The task –
Please copy exactly the lines from the top of the data through the line containing "List all text", and nothing else.
[Data for analysis Boundary: Start]
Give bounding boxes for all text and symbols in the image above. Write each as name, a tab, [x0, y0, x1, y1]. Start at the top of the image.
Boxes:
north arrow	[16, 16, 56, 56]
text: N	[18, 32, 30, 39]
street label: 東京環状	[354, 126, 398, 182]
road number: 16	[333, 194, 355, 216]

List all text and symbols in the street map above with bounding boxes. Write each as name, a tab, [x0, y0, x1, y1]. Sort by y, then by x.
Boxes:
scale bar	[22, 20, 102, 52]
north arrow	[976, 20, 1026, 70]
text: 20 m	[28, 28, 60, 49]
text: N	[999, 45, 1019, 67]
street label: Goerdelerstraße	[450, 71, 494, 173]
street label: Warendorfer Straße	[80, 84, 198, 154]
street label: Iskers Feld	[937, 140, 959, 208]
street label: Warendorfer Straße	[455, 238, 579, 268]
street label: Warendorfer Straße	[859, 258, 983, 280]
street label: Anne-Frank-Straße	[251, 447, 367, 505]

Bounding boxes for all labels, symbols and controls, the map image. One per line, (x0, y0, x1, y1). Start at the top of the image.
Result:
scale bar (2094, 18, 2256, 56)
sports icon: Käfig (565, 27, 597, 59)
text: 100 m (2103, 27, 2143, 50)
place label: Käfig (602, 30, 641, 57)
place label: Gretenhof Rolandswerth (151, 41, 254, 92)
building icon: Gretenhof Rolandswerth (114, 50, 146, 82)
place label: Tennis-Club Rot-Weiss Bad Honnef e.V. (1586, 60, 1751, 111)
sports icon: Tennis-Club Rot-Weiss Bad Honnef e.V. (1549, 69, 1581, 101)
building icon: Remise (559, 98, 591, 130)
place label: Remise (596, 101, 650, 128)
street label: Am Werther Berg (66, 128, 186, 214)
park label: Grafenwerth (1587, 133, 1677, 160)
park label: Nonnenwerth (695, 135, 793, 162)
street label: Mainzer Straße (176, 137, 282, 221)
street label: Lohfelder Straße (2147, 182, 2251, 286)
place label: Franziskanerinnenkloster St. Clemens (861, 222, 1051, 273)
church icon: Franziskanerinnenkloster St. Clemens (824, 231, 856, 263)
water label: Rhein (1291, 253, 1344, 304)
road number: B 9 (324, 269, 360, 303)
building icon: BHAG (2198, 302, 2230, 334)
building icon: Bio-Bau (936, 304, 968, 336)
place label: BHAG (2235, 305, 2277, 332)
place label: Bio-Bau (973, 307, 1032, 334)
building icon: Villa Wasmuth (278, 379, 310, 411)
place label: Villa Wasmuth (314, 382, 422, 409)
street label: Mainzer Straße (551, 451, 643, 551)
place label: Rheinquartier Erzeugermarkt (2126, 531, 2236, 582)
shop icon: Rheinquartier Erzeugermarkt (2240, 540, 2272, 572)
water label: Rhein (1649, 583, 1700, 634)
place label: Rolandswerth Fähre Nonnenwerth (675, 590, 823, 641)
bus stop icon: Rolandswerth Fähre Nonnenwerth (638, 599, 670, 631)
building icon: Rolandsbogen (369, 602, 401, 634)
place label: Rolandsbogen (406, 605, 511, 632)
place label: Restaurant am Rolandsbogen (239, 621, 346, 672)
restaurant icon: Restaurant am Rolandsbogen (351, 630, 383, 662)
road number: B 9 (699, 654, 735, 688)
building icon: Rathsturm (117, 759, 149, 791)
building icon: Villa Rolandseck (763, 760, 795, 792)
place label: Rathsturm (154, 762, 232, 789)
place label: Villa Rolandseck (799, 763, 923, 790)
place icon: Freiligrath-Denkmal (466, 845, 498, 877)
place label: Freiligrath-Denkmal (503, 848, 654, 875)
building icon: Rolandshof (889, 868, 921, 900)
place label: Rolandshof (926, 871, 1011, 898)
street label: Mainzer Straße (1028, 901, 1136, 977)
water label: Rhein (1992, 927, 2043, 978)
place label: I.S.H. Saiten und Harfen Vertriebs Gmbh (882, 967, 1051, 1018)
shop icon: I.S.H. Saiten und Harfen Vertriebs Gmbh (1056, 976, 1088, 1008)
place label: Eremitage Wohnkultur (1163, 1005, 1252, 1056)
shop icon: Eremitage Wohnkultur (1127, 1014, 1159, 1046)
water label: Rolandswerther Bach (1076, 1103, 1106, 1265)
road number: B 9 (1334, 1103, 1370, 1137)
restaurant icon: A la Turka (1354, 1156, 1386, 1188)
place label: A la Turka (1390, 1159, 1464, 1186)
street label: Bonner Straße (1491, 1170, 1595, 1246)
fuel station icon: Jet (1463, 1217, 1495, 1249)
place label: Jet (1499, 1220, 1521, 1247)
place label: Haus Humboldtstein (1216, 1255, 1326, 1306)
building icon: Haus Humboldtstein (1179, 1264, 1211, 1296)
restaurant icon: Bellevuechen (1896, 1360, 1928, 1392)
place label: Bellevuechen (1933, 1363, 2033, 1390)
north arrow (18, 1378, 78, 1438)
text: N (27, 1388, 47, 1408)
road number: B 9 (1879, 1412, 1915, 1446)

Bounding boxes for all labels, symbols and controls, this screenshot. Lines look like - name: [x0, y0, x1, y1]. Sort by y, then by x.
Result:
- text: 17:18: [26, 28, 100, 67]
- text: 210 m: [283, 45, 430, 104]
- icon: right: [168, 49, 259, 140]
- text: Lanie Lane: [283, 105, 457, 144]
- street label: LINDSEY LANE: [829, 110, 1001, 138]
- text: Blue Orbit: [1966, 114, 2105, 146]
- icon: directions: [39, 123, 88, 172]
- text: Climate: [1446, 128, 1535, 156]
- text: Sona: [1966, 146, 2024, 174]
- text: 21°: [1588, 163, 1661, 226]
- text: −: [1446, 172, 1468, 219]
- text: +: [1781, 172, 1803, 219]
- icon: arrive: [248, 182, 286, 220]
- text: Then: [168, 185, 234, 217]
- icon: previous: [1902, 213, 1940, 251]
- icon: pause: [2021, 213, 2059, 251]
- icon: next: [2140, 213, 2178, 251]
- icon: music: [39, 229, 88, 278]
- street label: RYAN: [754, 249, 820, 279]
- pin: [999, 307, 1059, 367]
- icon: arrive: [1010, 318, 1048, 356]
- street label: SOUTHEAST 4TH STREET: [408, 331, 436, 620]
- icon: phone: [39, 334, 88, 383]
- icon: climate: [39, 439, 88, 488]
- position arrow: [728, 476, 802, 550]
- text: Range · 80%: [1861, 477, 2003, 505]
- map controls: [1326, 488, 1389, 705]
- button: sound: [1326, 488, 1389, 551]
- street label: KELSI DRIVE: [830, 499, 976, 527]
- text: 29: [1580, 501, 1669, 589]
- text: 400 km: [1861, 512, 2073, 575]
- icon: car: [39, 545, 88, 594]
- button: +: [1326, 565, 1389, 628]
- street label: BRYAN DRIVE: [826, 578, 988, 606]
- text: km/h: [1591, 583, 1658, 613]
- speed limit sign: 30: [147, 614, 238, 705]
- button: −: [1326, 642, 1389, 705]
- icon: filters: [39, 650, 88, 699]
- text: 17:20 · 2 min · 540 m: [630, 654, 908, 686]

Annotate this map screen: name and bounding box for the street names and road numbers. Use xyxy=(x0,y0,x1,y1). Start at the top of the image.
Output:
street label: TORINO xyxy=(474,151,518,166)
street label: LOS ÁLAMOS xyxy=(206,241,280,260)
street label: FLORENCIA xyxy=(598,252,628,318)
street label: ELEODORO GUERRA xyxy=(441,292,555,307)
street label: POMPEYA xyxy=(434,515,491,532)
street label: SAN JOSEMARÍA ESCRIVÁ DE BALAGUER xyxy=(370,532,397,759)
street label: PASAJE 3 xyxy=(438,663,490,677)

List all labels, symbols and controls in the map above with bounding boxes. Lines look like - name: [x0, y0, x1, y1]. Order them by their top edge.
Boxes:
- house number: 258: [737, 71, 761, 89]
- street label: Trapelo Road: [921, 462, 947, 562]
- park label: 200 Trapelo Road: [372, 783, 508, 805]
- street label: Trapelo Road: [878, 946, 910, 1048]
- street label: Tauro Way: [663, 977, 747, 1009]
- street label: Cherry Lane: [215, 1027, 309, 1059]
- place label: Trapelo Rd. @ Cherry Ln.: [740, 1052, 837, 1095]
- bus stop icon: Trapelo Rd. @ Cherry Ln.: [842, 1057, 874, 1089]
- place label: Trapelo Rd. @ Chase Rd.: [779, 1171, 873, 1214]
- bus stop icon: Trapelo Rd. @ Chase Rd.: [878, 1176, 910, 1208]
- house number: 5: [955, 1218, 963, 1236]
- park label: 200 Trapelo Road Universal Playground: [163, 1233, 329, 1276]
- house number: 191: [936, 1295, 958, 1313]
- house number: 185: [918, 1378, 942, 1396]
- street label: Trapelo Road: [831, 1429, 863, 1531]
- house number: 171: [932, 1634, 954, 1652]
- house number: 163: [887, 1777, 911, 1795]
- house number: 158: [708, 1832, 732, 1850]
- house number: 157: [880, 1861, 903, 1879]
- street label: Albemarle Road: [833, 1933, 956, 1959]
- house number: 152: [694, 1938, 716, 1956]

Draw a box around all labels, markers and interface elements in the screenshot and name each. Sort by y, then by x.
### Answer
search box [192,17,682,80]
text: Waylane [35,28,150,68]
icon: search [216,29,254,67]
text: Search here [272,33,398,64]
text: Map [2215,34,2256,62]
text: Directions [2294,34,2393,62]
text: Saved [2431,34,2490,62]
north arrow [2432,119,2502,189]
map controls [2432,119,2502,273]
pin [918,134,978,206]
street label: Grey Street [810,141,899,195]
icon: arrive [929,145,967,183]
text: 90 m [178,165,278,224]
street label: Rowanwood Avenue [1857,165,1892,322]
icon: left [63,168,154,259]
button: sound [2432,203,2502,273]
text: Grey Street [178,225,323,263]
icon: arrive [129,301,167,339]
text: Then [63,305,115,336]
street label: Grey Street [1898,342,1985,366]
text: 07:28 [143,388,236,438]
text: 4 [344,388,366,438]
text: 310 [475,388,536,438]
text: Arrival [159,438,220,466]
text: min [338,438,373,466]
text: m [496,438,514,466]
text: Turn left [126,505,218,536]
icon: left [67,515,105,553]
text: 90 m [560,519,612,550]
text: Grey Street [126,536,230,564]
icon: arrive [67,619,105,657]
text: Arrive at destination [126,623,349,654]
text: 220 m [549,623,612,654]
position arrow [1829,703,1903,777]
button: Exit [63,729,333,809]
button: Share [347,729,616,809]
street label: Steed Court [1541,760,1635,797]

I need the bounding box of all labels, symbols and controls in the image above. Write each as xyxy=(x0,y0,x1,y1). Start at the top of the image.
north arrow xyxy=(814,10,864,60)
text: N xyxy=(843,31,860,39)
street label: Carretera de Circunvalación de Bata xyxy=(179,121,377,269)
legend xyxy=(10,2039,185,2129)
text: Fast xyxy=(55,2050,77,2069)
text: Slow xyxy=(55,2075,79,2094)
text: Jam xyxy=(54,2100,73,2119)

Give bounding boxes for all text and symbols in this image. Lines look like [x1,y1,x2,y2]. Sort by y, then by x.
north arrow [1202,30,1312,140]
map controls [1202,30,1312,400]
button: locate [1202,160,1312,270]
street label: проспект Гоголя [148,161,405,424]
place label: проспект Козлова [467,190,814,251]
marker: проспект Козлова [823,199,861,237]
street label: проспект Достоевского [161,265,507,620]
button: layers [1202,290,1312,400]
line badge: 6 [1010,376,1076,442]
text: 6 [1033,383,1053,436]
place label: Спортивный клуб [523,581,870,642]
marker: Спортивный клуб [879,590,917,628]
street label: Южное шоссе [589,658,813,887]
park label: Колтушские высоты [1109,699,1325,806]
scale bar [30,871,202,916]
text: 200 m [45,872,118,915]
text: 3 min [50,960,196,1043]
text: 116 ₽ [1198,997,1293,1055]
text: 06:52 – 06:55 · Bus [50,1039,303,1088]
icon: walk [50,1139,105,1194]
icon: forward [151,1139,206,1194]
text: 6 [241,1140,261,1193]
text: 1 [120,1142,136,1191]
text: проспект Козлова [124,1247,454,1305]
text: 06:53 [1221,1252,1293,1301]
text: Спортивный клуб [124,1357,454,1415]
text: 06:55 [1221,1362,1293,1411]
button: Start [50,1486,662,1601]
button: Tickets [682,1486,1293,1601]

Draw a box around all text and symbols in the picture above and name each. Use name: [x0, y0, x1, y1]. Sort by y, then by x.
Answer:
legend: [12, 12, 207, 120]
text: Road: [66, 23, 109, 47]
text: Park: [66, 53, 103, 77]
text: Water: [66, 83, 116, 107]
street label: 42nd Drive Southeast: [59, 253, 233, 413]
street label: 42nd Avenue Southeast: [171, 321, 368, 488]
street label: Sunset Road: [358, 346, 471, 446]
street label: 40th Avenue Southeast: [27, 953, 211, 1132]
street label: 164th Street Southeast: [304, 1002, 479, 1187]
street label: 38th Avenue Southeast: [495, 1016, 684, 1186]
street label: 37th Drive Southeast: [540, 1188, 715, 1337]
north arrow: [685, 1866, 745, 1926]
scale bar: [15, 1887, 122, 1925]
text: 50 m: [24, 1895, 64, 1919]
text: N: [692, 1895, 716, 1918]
[Data for analysis Boundary: End]
Response to this task –
Give bounding boxes for all text and symbols in the image above. Write each as name, a tab, [x0, y0, x1, y1]. Start at the top of the image.
Boxes:
north arrow	[16, 16, 56, 56]
text: N	[18, 32, 30, 39]
street label: 東京環状	[354, 126, 398, 182]
road number: 16	[333, 194, 355, 216]

List all text and symbols in the street map above with bounding boxes. Write each as name, a tab, [x0, y0, x1, y1]. Sort by y, then by x.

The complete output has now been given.